During the 1970s, Brooklyn—and especially neighborhoods to the east of Prospect Park—underwent a significant population change. For many years, Brooklyn was largely populated by white Irish and Italian immigrants, but this began to change in the 1960s and, even more notably, in the 1970s, as censuses began to show an increase in African American residents. One especially illustrative figure is that the Flatbush neighborhood was 89 percent white in 1970 and then only 30 percent white by the end of the decade, with African Americans making up as much as 50 percent of the population. Although Woodson doesn’t spend much time in Another Brooklyn dwelling on this shift in Brooklyn’s population, the change serves as a backdrop for the novel, as August watches the last of her white neighbors packing up their cars and driving away to live elsewhere. Of course, it’s also worth mentioning that the general area that Woodson focuses on is now undergoing yet another change in its population as many neighborhoods in New York City are experiencing gentrification.

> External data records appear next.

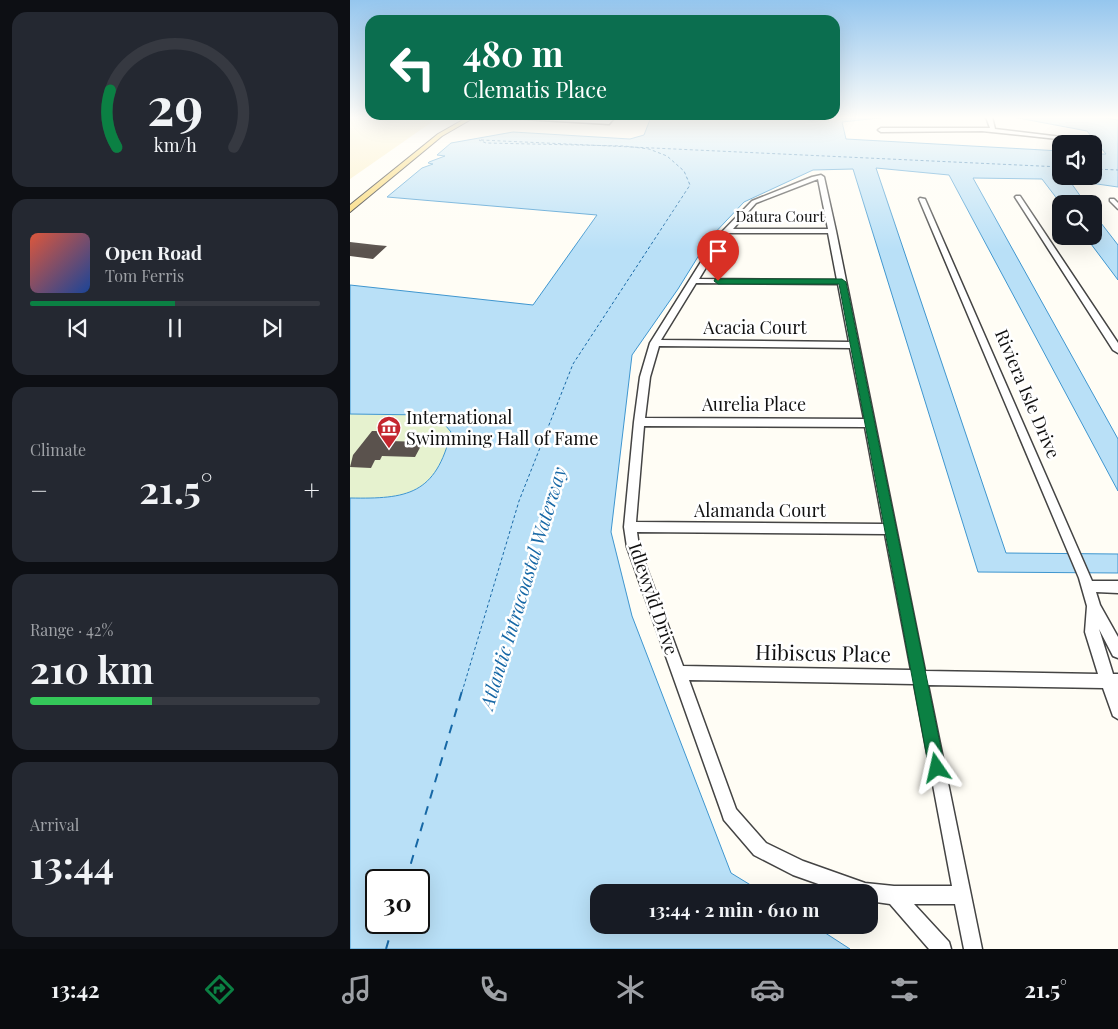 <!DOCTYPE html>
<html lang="en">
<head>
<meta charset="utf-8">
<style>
  :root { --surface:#171b24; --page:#242831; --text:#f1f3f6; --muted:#9ea1a6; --line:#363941; --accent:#0b8043 }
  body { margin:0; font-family:"Playfair Display",serif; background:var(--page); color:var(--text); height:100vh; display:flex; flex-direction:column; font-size:19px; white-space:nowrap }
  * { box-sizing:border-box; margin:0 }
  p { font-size:16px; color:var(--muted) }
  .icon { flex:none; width:28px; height:28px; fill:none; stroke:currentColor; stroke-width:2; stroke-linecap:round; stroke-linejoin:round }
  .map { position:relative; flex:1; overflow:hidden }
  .details { display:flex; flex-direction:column; gap:12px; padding:12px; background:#0d0f14; width:350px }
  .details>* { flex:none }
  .top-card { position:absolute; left:15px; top:15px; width:475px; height:105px; border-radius:15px; box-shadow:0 5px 20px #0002; background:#0b6e4f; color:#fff; overflow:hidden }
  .buttons { position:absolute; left:702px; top:135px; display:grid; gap:10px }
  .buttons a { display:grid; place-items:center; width:50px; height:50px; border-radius:10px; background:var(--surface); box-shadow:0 5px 20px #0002; font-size:25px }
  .speed { position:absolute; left:15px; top:869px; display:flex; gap:10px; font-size:25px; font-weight:700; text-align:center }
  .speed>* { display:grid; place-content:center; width:65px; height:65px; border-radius:50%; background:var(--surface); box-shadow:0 5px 20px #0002; line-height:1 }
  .speed .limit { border:2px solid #111; border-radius:8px; background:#fff; color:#111 }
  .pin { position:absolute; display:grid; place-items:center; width:42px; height:42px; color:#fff; margin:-51px -21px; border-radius:50% 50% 50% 0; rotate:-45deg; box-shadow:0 0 5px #0007 }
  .pin .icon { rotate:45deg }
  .me { position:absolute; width:55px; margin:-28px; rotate:349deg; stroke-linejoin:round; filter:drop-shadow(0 0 4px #0008) }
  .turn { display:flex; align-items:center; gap:18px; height:105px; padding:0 15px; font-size:22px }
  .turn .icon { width:65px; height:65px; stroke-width:2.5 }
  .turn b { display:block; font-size:35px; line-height:42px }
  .big { font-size:38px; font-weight:700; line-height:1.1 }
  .details .tile { flex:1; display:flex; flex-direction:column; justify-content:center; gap:8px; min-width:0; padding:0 18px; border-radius:15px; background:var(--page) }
  .details .dial { align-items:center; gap:0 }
  .dial svg { height:130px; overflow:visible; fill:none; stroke:var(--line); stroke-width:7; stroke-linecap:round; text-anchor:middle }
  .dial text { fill:var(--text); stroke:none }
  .song { display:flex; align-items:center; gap:15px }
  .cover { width:60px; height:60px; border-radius:8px; background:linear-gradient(135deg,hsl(10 70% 55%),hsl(220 70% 35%)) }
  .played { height:5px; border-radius:2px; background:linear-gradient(90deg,var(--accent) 50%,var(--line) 50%) }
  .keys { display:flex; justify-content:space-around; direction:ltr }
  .heat { display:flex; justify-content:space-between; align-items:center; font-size:28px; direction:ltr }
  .charge { height:8px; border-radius:4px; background:linear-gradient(90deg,#34c759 42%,var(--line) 0) }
  .trip { position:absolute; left:240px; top:884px; width:288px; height:50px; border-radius:15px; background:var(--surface); box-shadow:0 5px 20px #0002; font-weight:700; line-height:50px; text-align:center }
  .tab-bar { display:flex; height:80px; justify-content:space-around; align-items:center; background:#090b0e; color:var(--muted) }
  .tab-bar .icon { width:35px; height:35px }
  .tab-bar .on { color:var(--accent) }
  .tab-bar b { font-size:22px; color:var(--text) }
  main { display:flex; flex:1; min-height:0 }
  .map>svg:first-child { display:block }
</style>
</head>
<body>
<main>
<section class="details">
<div class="tile dial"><svg viewBox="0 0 100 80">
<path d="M14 69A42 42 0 1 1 86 69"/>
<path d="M14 69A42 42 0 0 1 10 34" stroke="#0b8043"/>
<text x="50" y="56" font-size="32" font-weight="700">29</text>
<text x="50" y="72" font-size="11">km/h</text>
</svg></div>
<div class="tile">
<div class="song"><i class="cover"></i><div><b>Open Road</b><p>Tom Ferris</p></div></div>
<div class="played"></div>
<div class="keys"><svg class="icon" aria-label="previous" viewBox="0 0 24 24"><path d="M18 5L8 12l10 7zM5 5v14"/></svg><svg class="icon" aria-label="pause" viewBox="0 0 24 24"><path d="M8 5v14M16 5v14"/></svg><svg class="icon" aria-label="next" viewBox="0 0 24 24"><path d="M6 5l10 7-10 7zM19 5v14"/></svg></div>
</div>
<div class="tile"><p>Climate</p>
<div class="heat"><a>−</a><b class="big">21.5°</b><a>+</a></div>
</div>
<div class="tile"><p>Range · 42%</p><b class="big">210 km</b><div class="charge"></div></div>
<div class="tile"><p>Arrival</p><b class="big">13:44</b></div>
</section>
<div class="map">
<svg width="768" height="949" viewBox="0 0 768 949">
  <rect width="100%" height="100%" fill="#fffdf5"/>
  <!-- sand -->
  <path fill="#fbeec1" d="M 0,117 L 89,117 L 0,179 Z"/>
  <!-- pitch -->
  <path fill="#e6f2cf" d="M 0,414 L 76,415 L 90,419 L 101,432 C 87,494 57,499 0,498 Z"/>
  <!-- water -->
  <path fill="#b9e0f7" stroke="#3f96cf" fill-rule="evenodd" d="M 301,117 L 448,117 L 462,121 L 471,117 L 538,117 L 492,122 L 496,139 L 711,151 L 711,176 L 744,176 L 744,154 L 756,154 L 737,131 L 663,117 L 749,117 L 768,120 L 768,187 L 719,180 L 736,204 L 711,204 L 692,179 L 623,178 L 768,439 L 768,491 L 599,175 L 526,168 L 656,553 L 768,554 L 768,573 L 628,572 L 503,169 L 463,170 L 394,202 L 359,239 L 328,289 L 282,355 L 261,532 L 282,616 L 381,873 L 412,892 L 249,892 L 249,925 L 463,925 L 500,949 L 0,949 L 0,498 C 57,499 86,495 101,432 L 90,419 L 76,415 L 0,414 L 0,285 L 183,305 L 247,215 L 37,197 L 72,168 L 83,164 L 78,163 L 79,162 L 95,156 L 87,155 L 101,143 L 163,132 L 280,139 L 294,135 ZM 26,880 L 69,880 L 69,922 L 26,922 Z
    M 744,214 L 768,245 L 768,280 L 735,236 L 744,236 Z"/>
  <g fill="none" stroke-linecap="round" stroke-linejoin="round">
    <!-- ferry-far1 -->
    <path stroke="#1768a6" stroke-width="1" stroke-dasharray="3 2.5" stroke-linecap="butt" d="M 131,140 L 711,167
      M 744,169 L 768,170
      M 112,692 L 169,501 L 223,364 L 340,185 L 334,171 L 317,156 L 299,149 L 274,146 L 136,143 L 129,140"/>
    <!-- ferry -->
    <path stroke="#1768a6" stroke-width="2" stroke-dasharray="9 8" stroke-linecap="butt" d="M 56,880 L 112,691
      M 36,949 L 44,922"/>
  </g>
  <!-- building -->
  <path fill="#5a524d" d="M 0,242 L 26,245 L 37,246 L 23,259 L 0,256 Z
    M 22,431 L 41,431 L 38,437 L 42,437 L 40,441 L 73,442 L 65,457 L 32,456 L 30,460 L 25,460 L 21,468 L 0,467 L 3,455 Z"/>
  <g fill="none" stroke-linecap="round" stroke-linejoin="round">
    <defs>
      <path id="minor" d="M 119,117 L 197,117 L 257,120 L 259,117 L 265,117 L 259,124 L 173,119 L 122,119 Z
        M 636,117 L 642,117 L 645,129 L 720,138 L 717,140 L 632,131 L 531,132 L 528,130 L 531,128 L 640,128 Z
        M 471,175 L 474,177 L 486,231 L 575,671 L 748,674 L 735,632 L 737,606 L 729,578 L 569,199 L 570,198 L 575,199 L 742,581 L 768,581 L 768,593 L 746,592 L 750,605 L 768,637 L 768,658 L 763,656 L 749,629 L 763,674 L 768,674 L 768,719 L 763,716 L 753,688 L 578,685 L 632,949 L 614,949 L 605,904 L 564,904 L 599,942 L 601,949 L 579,949 L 540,904 L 519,901 L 519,892 L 491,892 L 443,875 L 404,855 L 374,820 L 372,814 L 277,547 L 274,527 L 284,422 L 290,377 L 300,343 L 366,238 L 402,201 L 462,177 ZM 468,179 L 478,229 L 383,229 L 406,203 ZM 379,233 L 478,233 L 487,280 L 349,279 L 372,241 ZM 346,283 L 488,284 L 499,342 L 311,340 ZM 309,346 L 500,348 L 514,419 L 295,418 L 300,377 ZM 294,426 L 515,427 L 533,524 L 286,522 ZM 287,532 L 535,534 L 561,670 L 333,666 L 289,547 ZM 339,680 L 564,684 L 602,886 L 544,886 L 515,883 L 453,861 L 416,843 L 386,809 Z
        M 666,196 L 670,196 L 768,343 L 768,353 L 763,350 L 665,197 Z
        M 760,199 L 764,199 L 768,203 L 768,209 L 760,201 Z"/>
      <path id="major" d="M 118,117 L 125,117 L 92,136 L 0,212 L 0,205 L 88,134 Z"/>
    </defs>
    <!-- minor casing -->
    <use href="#minor" stroke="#444" stroke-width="3"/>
    <!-- major casing -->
    <use href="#major" stroke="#222" stroke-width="2"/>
    <!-- minor -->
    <use href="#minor" fill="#fff" fill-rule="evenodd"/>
    <!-- major -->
    <use href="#major" fill="#f9d66b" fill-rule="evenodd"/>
  </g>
  <!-- sky -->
  <linearGradient id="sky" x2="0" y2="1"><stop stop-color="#95c6ee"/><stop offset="0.47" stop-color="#fffefa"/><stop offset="1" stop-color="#fffefa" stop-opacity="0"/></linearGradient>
  <rect width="768" height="250" fill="url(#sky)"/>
  <!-- route -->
  <path fill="#0b8043" stroke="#07532c" d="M 365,279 L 492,279 L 496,282 L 595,768 L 592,774 L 587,776 L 581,774 L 579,768 L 489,284 L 368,284 L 364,281 Z"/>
  <!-- icons -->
  <defs>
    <symbol id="museum-pin" viewBox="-11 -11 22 30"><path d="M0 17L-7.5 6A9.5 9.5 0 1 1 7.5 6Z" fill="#c4262e" stroke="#fff"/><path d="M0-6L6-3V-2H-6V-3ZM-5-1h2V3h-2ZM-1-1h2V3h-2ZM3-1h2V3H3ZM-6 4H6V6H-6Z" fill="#fff"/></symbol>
  </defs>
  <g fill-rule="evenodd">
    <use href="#museum-pin" x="25" y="414" width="28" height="38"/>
  </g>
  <g text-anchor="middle" stroke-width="5" stroke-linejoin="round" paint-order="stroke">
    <!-- far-street labels -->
    <g font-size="15" fill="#111" stroke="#fff">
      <text x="430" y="222">Datura Court</text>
    </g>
    <!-- street labels -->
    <g font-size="18" fill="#111" stroke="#fff">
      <text x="405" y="334">Acacia Court</text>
      <text transform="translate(677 394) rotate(67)" y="6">Riviera Isle Drive</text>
      <text x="404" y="411">Aurelia Place</text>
      <text x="410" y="517">Alamanda Court</text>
      <text transform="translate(303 599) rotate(71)" y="6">Idlewyld Drive</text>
    </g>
    <!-- poi labels -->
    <g font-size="18" fill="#111" stroke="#fff" text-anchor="start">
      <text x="56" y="424">International<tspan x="56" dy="21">Swimming Hall of Fame</tspan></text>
    </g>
    <!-- water labels -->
    <g font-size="19" font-style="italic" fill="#1768a6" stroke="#fff">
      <text transform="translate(173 588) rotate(-73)" y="7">Atlantic Intracoastal Waterway</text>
    </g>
    <!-- near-street labels -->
    <g font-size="21" fill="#111" stroke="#fff">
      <text transform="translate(473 654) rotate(1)" y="7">Hibiscus Place</text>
    </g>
  </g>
</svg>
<div class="buttons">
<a><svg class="icon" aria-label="sound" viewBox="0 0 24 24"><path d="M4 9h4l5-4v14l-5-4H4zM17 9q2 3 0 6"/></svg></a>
<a><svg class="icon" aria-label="search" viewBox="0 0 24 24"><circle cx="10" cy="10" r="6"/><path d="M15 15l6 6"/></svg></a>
</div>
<div class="speed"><div class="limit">30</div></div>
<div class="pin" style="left:368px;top:281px;background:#d93025"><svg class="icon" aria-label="arrive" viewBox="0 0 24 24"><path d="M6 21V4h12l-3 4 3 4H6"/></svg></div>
<svg class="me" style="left:587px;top:768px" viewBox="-20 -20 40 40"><path d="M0-17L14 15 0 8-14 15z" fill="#0b8043" stroke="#fff" stroke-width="4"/></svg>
<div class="trip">13:44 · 2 min · 610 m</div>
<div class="top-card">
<div class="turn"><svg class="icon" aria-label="left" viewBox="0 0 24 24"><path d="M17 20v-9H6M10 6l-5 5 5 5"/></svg><div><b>480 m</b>Clematis Place</div></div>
</div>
</div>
</main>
<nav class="tab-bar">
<b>13:42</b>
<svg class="icon on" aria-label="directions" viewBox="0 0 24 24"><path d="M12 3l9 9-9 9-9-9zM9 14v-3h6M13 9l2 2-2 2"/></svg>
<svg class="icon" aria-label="music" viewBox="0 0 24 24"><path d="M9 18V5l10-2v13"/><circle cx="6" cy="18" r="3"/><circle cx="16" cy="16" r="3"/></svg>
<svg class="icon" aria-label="phone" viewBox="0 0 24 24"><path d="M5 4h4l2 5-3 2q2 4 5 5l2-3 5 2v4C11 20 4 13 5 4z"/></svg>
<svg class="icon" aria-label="climate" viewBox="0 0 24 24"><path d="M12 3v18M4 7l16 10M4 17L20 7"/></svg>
<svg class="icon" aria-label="car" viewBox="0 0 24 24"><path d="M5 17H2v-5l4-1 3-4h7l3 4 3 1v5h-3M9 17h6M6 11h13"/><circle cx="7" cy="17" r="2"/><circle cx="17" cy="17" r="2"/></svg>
<svg class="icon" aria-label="filters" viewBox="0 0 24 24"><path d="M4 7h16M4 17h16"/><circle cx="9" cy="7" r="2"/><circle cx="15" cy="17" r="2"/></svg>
<b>21.5°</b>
</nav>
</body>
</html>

Other Books Related to Another Brooklyn

Because Another Brooklyn examines what it means to grow up without a mother, it is similar to Jacqueline Woodson’s only other novel for adults, Red At The Bone. This novel focuses on a young mother’s desire to pursue more in life than motherhood, thereby giving readers an alternative look at the complexities of raising children. Furthermore, Woodson’s autobiographical novel-in-verse, Brown Girl Dreaming, treads similar ground as Another Brooklyn, focusing on the author’s childhood and adolescence in South Carolina and, later, Brooklyn. From a different perspective, Another Brooklyn shares certain similarities with Colm Tóibín’s novel Brooklyn, which is also a coming-of-age tale based in Brooklyn. Although Brooklyn focuses on the city’s Irish community, this actually connects with Woodson’s depiction in Another Brooklyn of the few white families in August’s neighborhood—all of whom eventually move away—since these families are predominantly Irish. In addition, Another Brooklyn’s examination of the ways in which racism often perpetuates itself within black communities draws certain comparisons to W. E. B. Du Bois’s collection of essays, The Souls of Black Folk, in which the author considers the notion of “double-consciousness,” pointing out that many black people see themselves through the eyes of people who are hypercritical of them. In terms of Woodson’s portrait of the Nation of Islam, Another Brooklyn could also be compared to The Autobiography of Malcolm X, in which Malcolm X recounts his involvement with the group. Similarly, James Baldwin’s book-length essay, The Fire Next Time, also gives an account of the Nation of Islam during the 1960s. In terms of more modern comparisons, Another Brooklyn has certain aspects in common with Brit Bennett’s novel, The Mothers, which also looks at the effects of motherly abandonment (by way of suicide) on a young black woman’s life. 
Key Facts about Another Brooklyn
  • Full Title: Another Brooklyn
  • When Published: 2016
  • Literary Period: Contemporary
  • Genre: Novel
  • Setting: Brooklyn
  • Climax: Shortly after Angela disappears, Gigi commits suicide when none of her friends come to see her in a musical.
  • Antagonist: Discrimination; violence against women; trauma
  • Point of View: First Person

Extra Credit for Another Brooklyn

Close Contender. In 2016, Another Brooklyn was nominated for the National Book Award. If it had won, it would have been Woodson’s second time receiving the award. 

True to Life. Like August, Woodson moved to Brooklyn from the South as a young girl. Moreover, one of the book’s other central characters, Gigi, comes to Brooklyn by way of South Carolina, which is where Woodson herself moved from with her family.